Problem to work on:
Find the string "Road" in the data, and copy out each line that has it.

Available records:
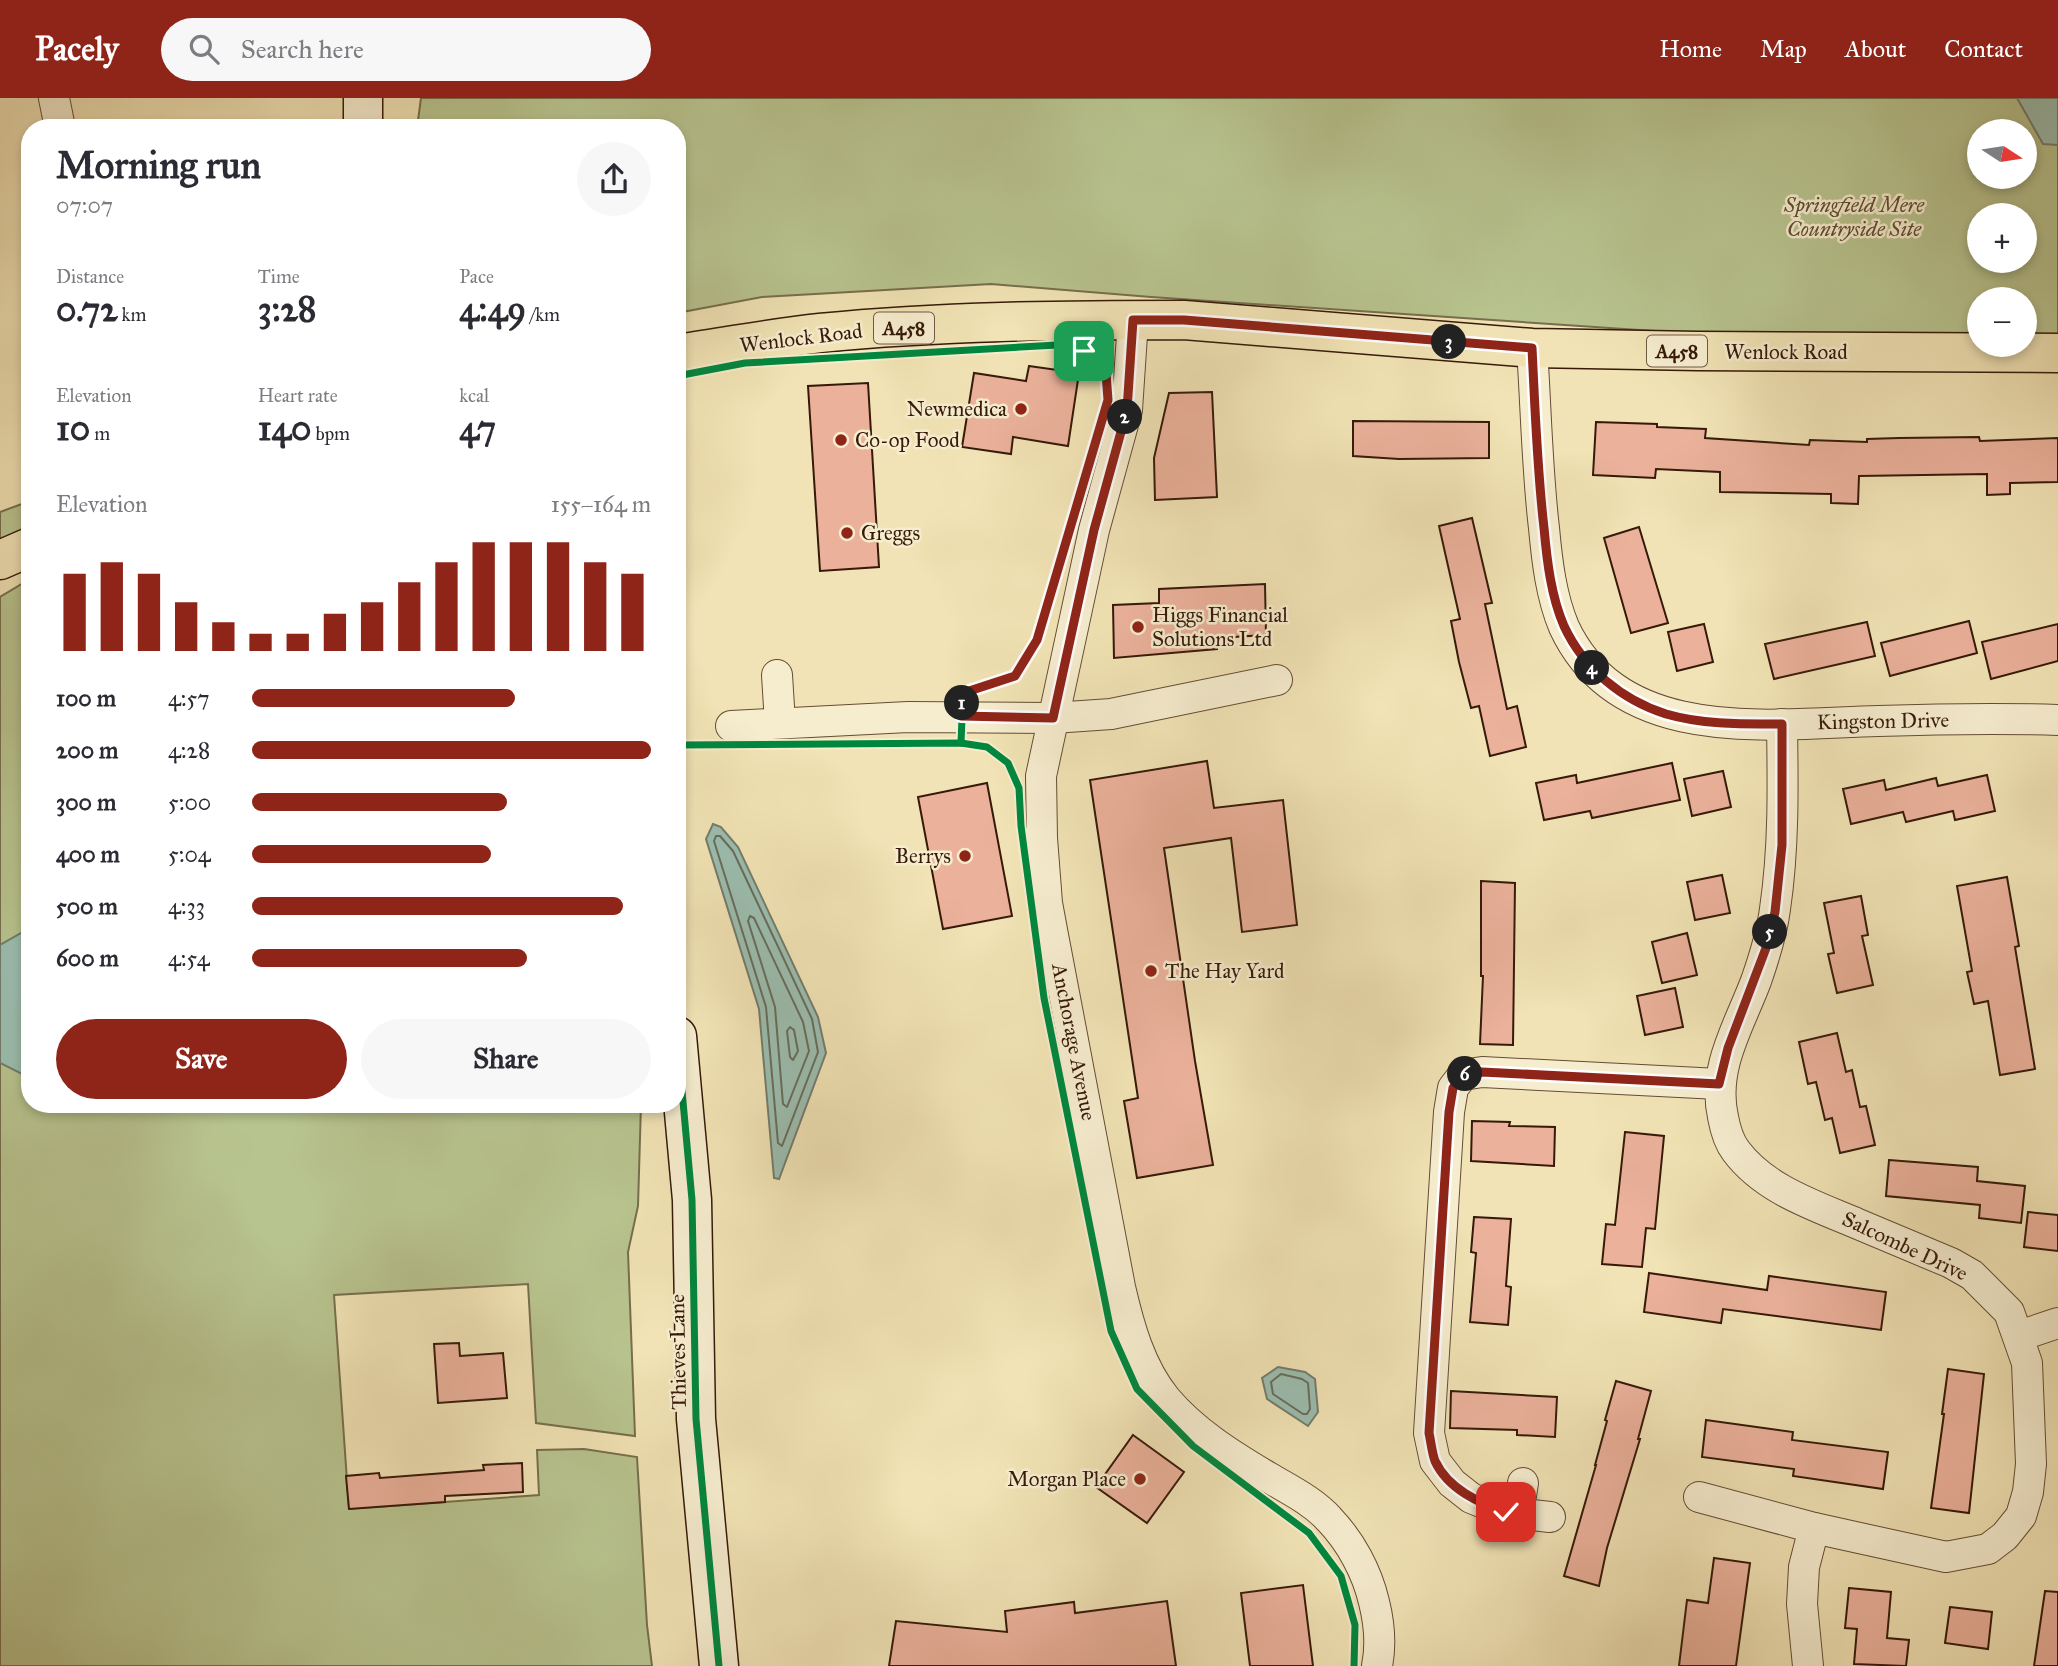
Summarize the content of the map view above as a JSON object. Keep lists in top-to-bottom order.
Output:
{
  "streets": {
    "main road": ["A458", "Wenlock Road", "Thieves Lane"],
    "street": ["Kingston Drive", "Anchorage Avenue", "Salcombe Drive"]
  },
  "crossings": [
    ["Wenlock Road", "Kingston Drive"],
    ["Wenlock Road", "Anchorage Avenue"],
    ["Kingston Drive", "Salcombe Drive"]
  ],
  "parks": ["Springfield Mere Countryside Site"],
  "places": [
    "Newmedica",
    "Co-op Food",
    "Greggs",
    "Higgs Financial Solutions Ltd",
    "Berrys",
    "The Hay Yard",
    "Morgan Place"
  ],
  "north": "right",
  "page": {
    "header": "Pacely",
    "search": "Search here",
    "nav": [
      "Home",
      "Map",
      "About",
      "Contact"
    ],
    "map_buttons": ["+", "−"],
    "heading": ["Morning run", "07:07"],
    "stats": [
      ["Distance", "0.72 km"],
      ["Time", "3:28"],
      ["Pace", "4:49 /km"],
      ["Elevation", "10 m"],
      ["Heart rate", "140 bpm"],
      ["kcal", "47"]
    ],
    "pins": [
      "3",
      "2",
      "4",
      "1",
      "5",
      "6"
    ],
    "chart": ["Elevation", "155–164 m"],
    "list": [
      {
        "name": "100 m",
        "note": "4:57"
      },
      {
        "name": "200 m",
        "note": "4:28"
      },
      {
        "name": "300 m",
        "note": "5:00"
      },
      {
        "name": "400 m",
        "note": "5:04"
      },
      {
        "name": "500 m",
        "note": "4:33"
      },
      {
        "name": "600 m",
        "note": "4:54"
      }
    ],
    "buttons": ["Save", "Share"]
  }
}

Solution:
    "main road": ["A458", "Wenlock Road", "Thieves Lane"],
    ["Wenlock Road", "Kingston Drive"],
    ["Wenlock Road", "Anchorage Avenue"],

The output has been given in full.